We had a lively discussion in the office not long ago related to what it's doing right, and doing wrong. A lot of it stemmed from this article, in which Mark Hurst posits that Google+ will succeed wildly at first, but will eventually sputter out because it "didn't fundamentally fix any of the major problems of the Facebook experience." And he's right. Google+ does not fix a number of problems with Facebook — but I'm more bullish on Google+ than he is.
Google+ Doesn't Need to 'Fix' Facebook
Much of the criticism Mark levels against Google+ stems from the idea that most people don't want fewer people to read their posts. I disagree. Facebook has been around long enough that it has trained users to treat social networks not as one to some, or one to a few, but one to everyone. Things you post to Facebook go to all your friends (let's not even talk about Groups, goodness knows Facebook never did). Twitter pushes your content to all your followers, and anyone else who wants to look.

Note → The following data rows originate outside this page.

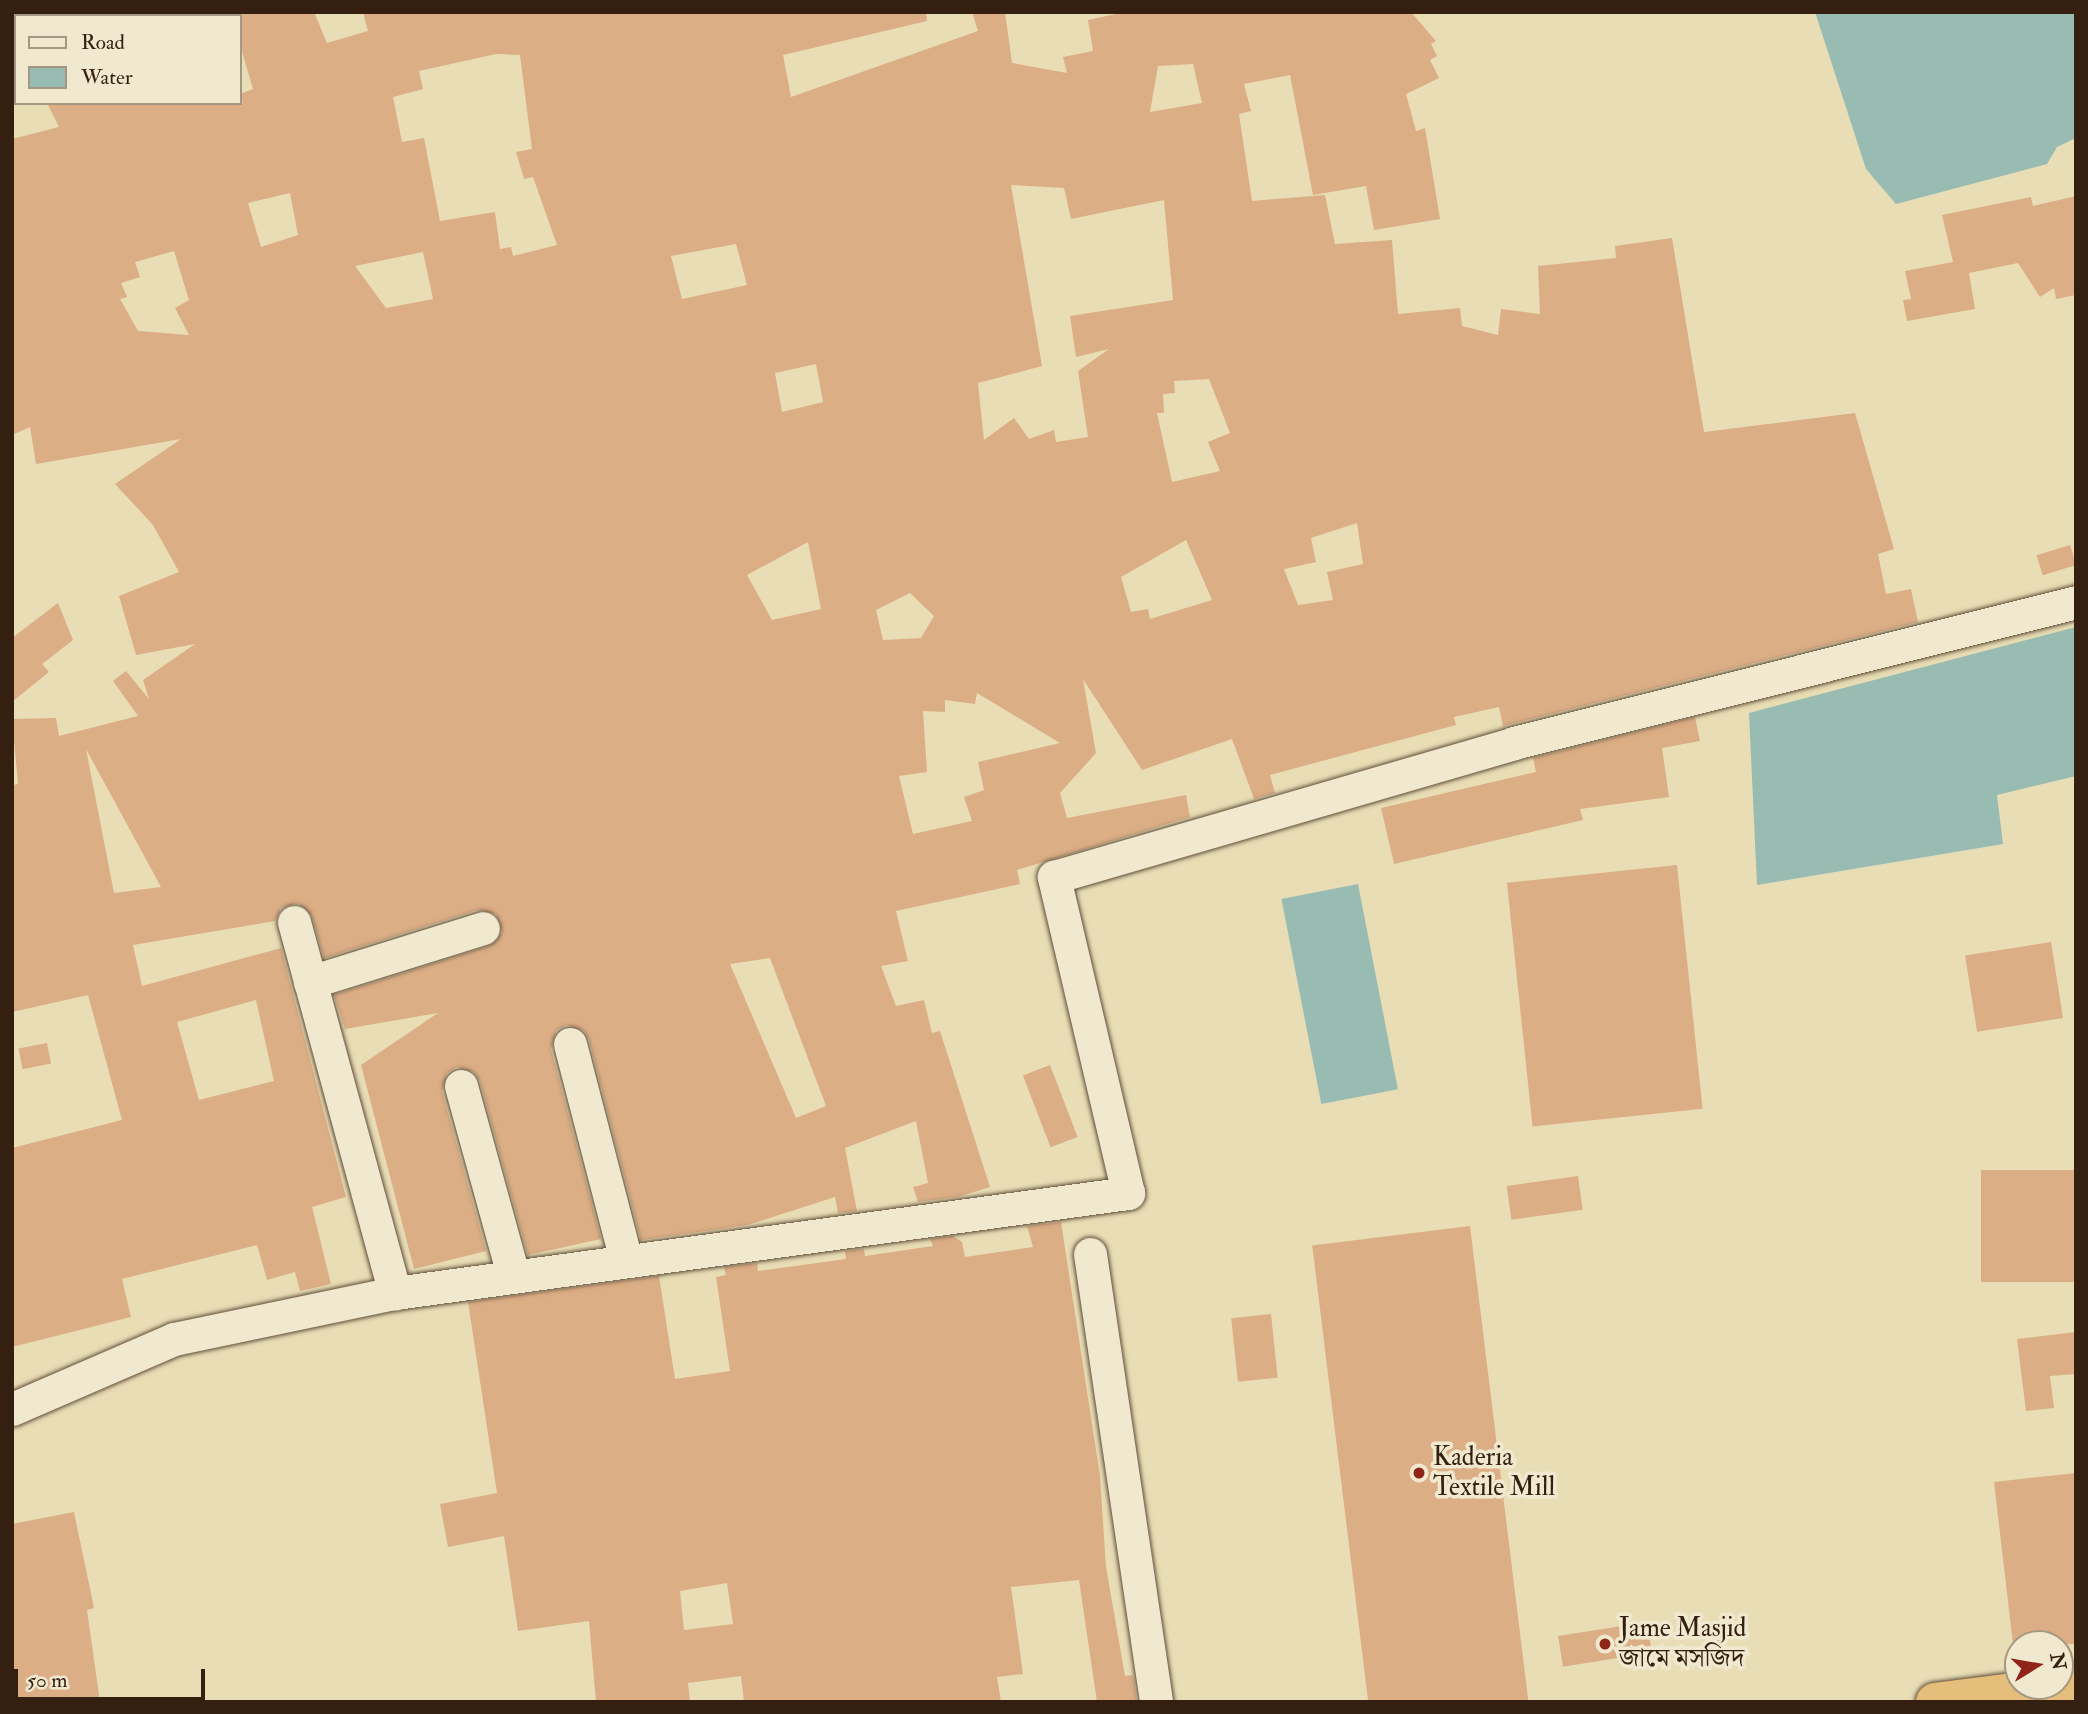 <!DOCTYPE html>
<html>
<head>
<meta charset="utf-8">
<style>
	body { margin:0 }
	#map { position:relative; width:2088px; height:1714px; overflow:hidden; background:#e8ddb5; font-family:"IM FELL Double Pica","Noto Serif Bengali",serif }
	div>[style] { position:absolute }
	.water>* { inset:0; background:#98bbb2; transform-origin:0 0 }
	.building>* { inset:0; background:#dcae86; transform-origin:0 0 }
	.roads { filter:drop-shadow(0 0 2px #614e3a) drop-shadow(0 0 2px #614e3a) }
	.minor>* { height:33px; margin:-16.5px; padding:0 16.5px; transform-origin:16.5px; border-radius:16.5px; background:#f0e9cf }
	.highway>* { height:38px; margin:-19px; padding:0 19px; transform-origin:19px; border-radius:19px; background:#e4be7a }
	.dots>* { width:19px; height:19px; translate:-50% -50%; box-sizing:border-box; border:4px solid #f0e9cf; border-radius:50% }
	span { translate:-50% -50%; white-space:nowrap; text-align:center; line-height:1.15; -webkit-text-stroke:7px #f0e9cf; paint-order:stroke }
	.poi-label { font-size:26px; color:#341f11 }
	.left { translate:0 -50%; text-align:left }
	.frame { position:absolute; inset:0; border:14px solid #341f11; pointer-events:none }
	.legend { position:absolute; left:14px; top:14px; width:228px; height:91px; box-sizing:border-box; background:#f0e9cf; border:2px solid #a59883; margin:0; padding:9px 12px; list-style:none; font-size:21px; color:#341f11 }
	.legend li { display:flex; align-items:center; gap:14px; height:35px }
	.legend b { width:35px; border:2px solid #a59883 }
	.north { position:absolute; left:2004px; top:1630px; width:70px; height:70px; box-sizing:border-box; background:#f0e9cf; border:2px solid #a59883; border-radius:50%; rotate:79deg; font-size:19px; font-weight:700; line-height:28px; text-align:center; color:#341f11 }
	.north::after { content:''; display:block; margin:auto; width:24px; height:32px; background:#8f2418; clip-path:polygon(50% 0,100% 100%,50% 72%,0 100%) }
	.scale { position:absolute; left:14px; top:1669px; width:191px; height:32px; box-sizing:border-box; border:4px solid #341f11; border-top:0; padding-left:9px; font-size:21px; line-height:24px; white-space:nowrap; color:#341f11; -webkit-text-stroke:5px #f0e9cf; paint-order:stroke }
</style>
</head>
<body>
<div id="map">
	<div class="water">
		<i style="clip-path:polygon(1815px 12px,2076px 12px,2076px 138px,2057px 147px,2047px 164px,1896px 204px,1866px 169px)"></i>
		<i style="clip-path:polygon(2076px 627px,2076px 776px,1997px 795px,2003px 844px,1757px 885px,1749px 713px)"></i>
		<i style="left:1358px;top:884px;width:209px;height:78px;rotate:79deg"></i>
	</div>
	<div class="building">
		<i style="clip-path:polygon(evenodd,240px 12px,314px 12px,327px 43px,368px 31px,363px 12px,926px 12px,927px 21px,783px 55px,791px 97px,978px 31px,972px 12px,1005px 12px,1012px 63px,1067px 73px,1063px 57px,1093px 51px,1088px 20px,1125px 12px,1411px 12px,1436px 41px,1431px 44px,1437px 56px,1430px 60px,1439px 78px,1406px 94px,1416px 131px,1425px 128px,1440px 219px,1374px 230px,1366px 186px,1313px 195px,1290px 75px,1244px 84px,1251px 111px,1239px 114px,1252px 201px,1325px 195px,1335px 244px,1392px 240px,1398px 314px,1460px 308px,1462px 326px,1498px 335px,1501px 309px,1540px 314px,1538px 266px,1616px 258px,1615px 246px,1672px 238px,1704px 432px,1855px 413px,1894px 549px,1878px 554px,1886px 594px,1911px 589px,1918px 622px,1503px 726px,1499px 707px,1454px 717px,1456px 725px,1270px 775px,1275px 793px,1254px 799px,1232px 739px,1142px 770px,1083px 679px,1096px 753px,1060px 793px,1067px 818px,1186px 795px,1190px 817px,1017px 870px,1020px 884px,896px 911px,908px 961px,881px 966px,896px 1006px,924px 1000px,932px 1033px,940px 1031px,990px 1187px,958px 1197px,918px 1202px,913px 1187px,928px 1183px,916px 1121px,845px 1148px,857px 1211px,838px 1213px,835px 1197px,748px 1225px,641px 1240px,589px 1039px,583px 1030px,566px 1025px,556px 1031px,551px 1049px,601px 1239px,528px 1255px,480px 1081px,474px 1072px,457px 1067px,447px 1073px,442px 1091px,486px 1251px,414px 1269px,361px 1065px,438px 1013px,345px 1029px,334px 995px,489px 946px,502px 933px,496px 914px,477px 910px,324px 958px,312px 916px,298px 903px,281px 908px,275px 921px,133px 945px,142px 986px,281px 948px,346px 1197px,312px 1207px,331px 1284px,300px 1291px,295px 1272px,267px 1280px,257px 1245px,122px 1279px,131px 1317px,12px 1347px,12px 1148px,122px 1120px,88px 995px,12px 1012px,12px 785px,18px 784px,12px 719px,56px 718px,59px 736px,138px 716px,113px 681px,126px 671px,149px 699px,143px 680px,195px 644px,136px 655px,119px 596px,179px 572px,153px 525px,115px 484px,181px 439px,36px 464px,30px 427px,12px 435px,12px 139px,59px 127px,47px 103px,243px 103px,240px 94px,253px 89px,240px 45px,240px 12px,496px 54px,520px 55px,532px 149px,516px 152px,524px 179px,533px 177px,557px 245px,513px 256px,511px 247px,500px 249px,495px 212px,440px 221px,424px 138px,402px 142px,393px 97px,423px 89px,419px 71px,496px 54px,240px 12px,1193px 64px,1202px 103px,1150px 112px,1158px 66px,1193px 64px,240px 12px,1011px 185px,1064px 188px,1071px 219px,1164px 200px,1173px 300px,1070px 316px,1076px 357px,1109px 349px,1078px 371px,1088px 437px,1056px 442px,1054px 430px,1029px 439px,1014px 418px,984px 440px,978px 383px,1042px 366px,1011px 185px,240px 12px,290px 193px,298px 235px,261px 247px,248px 203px,290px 193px,240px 12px,736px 244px,747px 285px,682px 299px,671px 256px,736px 244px,240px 12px,174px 251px,189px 300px,175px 308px,189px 335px,138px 331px,120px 299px,127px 297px,121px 283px,140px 277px,135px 262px,174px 251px,240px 12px,423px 252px,433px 299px,386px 308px,355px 266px,423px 252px,240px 12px,816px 364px,823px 402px,782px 412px,775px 373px,816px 364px,240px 12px,1209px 379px,1230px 433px,1208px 442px,1220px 471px,1172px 482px,1157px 413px,1164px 413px,1163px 394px,1175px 393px,1174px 381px,1209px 379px,240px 12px,1357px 523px,1363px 564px,1327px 572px,1333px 600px,1298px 605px,1284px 569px,1316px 562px,1311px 538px,1357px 523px,240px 12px,1186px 540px,1212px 600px,1150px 619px,1148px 609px,1131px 612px,1121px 577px,1186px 540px,240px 12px,808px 542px,821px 609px,772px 620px,747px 575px,808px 542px,240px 12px,910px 593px,934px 616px,921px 638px,883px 640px,876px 610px,910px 593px,240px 12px,977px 693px,1060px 743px,978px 762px,984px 790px,964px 797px,972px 821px,913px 834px,899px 776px,927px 772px,923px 711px,945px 712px,945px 700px,975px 704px,977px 693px,240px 12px,86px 749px,161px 887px,114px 893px,86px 749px,240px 12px,770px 958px,826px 1106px,796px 1118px,730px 964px,770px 958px,240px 12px,256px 1000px,274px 1081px,199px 1100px,177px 1022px,256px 1000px)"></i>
		<i style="clip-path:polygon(2076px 196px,2076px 295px,2056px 299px,2054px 288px,2040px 297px,2018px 263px,1969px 273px,1975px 309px,1907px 321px,1903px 300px,1911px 299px,1905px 271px,1953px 262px,1942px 215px,2031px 197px,2033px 206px)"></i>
		<i style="left:2070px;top:545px;width:21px;height:35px;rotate:73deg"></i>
		<i style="clip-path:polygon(58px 603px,73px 640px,42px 664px,49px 672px,12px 702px,12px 638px)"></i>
		<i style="clip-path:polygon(1695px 717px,1700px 741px,1662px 748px,1669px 797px,1580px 809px,1583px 820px,1394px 864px,1381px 808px,1536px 772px,1533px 758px)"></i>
		<i style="left:1677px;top:865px;width:245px;height:171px;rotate:84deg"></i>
		<i style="left:2051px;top:942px;width:77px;height:87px;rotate:81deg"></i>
		<i style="left:47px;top:1043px;width:21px;height:29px;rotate:79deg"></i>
		<i style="left:1050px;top:1065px;width:77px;height:29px;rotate:69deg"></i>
		<i style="left:2076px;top:1170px;width:112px;height:95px;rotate:90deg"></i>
		<i style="left:1578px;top:1176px;width:34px;height:72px;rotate:82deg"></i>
		<i style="clip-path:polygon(evenodd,1061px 1222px,1100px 1476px,1106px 1567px,1125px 1676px,1133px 1675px,1137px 1702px,1097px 1702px,1079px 1580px,1011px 1587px,1023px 1674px,997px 1677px,1001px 1702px,744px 1702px,741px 1676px,688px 1683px,690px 1702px,596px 1702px,589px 1621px,518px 1631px,504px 1536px,448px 1547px,440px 1504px,497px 1493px,468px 1302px,659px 1276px,675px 1379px,730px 1371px,716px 1277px,726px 1275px,724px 1267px,757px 1263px,758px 1271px,846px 1259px,845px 1251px,864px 1249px,865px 1256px,933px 1246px,930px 1239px,953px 1236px,962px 1242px,965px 1257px,1033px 1247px,1027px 1226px,1061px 1222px,727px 1583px,733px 1624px,684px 1630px,680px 1591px,727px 1583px)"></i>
		<i style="left:1470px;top:1226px;width:479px;height:159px;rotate:83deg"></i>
		<i style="left:1271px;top:1314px;width:64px;height:40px;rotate:84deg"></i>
		<i style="clip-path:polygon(2076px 1332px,2076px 1374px,2050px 1376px,2054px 1408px,2026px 1411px,2017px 1339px)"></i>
		<i style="clip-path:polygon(2076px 1473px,2076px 1644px,2013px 1644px,1994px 1482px)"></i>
		<i style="clip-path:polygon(74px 1512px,94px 1608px,87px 1610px,100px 1702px,12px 1702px,12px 1524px)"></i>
		<i style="left:1647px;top:1622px;width:31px;height:90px;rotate:81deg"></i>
	</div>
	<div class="roads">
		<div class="minor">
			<i style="left:294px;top:922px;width:385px;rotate:74.8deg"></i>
			<i style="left:310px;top:982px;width:181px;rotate:-17.3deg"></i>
			<i style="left:570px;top:1044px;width:223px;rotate:75.5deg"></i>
			<i style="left:461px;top:1086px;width:196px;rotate:74.6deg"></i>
			<i style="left:1090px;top:1254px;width:453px;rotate:81.6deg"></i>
			<i style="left:12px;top:1409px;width:176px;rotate:-23.4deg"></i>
			<i style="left:174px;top:1339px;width:226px;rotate:-11.8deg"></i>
			<i style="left:395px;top:1293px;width:740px;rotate:-7.77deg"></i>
			<i style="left:1128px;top:1193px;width:325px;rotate:-103.2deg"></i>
			<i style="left:1054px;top:877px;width:479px;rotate:-16.2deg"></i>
			<i style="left:1514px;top:743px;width:579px;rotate:-14.08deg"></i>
		</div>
		<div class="highway">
			<i style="left:1935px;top:1702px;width:142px;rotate:-7.3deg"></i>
		</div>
	</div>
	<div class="dots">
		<i style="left:1419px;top:1473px;background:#8f2418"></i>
		<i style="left:1605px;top:1644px;background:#8f2418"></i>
	</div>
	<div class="poi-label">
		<span class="left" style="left:1433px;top:1473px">Kaderia<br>Textile Mill</span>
		<span class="left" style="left:1619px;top:1644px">Jame Masjid<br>জামে মসজিদ</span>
	</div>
	<div class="frame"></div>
	<ul class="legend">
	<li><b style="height:9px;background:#f0e9cf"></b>Road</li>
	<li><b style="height:19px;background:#98bbb2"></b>Water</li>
	</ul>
	<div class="north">N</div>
	<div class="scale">50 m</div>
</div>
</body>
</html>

We live in a world where being active socially online means sharing everything, with everyone. That's why Facebook activity feeds are a stream of status updates on what someone had for lunch, or this hilarious video they saw on YouTube, or any of a thousand trivial, menial topics. That's because when we want to be truly social we don't get on a stage with a bullhorn and just shout out what we want to say: we say it to certain people because we value the conversation with them.
Google+ Might Be the Only Meaningful Social Network
I don't mean it's the only one that matters - even with Google behind it, Facebook is still the 700 million pound gorilla in the room. What I mean is that Google+ is possibly the first social network that makes it simple to have meaningful conversations, with people who are interested in what you say, in just the same way you talk to specific people about specific things.
Google certainly has the money and energy to keep plugging away at Google+, probably long enough for it to be a truly relevant network among more than just the nerd elite. It'll be a long road, but after 2 weeks of use I'm still excited to see where it goes, which is better than a lot of services manage to do.